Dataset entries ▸
──────────

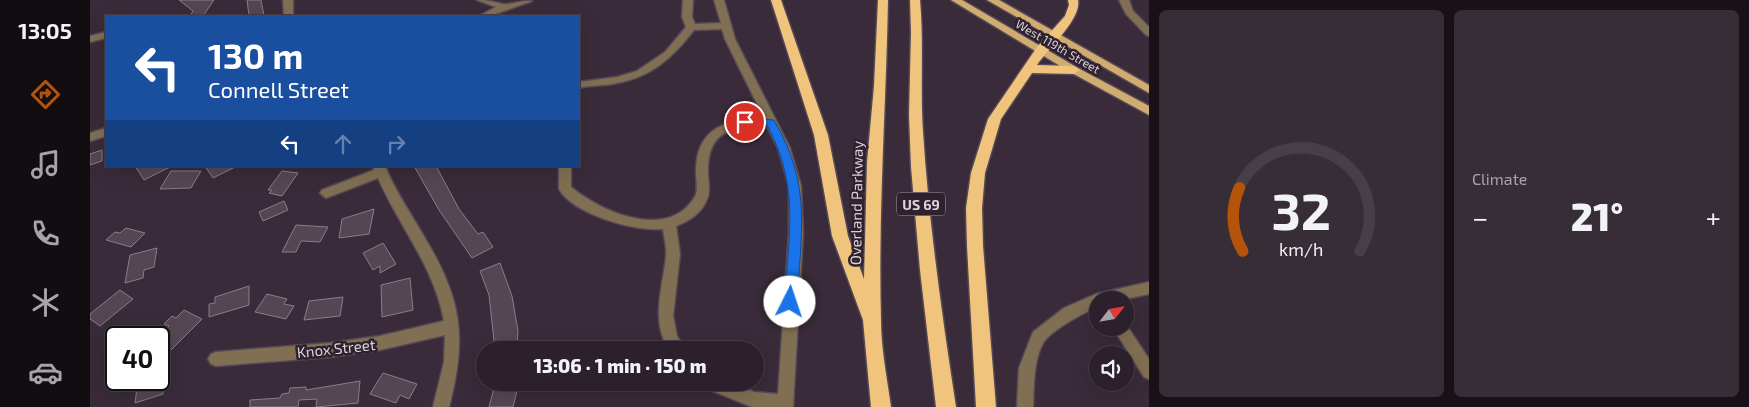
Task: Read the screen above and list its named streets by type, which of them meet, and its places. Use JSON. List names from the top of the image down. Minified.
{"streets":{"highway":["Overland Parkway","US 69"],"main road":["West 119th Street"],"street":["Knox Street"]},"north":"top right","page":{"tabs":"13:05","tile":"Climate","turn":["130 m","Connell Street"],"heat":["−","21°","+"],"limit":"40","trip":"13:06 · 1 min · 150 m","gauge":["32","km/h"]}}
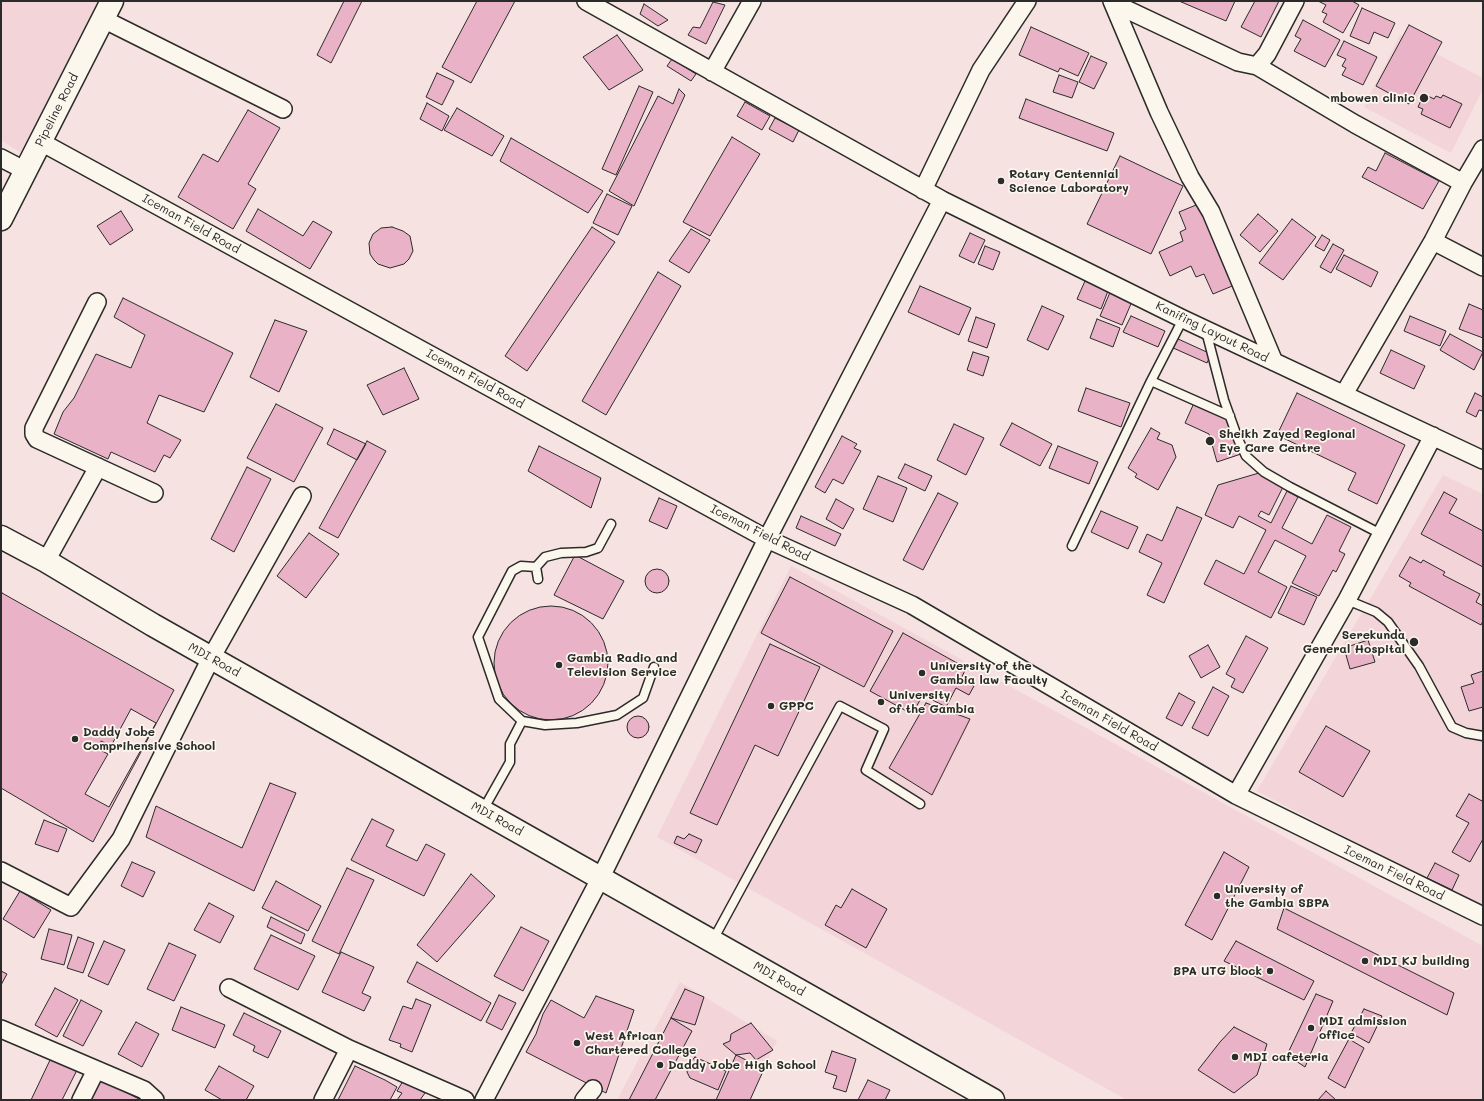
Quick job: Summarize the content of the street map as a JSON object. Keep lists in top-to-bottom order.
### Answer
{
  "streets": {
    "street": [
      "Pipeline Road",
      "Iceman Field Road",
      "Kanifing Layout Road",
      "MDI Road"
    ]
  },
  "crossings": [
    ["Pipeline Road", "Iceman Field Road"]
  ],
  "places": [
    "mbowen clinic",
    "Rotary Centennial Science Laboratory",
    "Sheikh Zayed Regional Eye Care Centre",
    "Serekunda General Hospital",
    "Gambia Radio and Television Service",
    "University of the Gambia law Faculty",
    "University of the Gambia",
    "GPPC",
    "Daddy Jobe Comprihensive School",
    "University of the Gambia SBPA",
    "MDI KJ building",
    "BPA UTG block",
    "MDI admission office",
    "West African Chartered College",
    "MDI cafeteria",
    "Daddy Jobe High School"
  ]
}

──────────

TASK BRIEF ▸ Leave out the images and copy every record above exactly.

WRITTEN RESPONSE ▸
Task: Read the screen above and list its named streets by type, which of them meet, and its places. Use JSON. List names from the top of the image down. Minified.
{"streets":{"highway":["Overland Parkway","US 69"],"main road":["West 119th Street"],"street":["Knox Street"]},"north":"top right","page":{"tabs":"13:05","tile":"Climate","turn":["130 m","Connell Street"],"heat":["−","21°","+"],"limit":"40","trip":"13:06 · 1 min · 150 m","gauge":["32","km/h"]}}
Quick job: Summarize the content of the street map as a JSON object. Keep lists in top-to-bottom order.
### Answer
{
  "streets": {
    "street": [
      "Pipeline Road",
      "Iceman Field Road",
      "Kanifing Layout Road",
      "MDI Road"
    ]
  },
  "crossings": [
    ["Pipeline Road", "Iceman Field Road"]
  ],
  "places": [
    "mbowen clinic",
    "Rotary Centennial Science Laboratory",
    "Sheikh Zayed Regional Eye Care Centre",
    "Serekunda General Hospital",
    "Gambia Radio and Television Service",
    "University of the Gambia law Faculty",
    "University of the Gambia",
    "GPPC",
    "Daddy Jobe Comprihensive School",
    "University of the Gambia SBPA",
    "MDI KJ building",
    "BPA UTG block",
    "MDI admission office",
    "West African Chartered College",
    "MDI cafeteria",
    "Daddy Jobe High School"
  ]
}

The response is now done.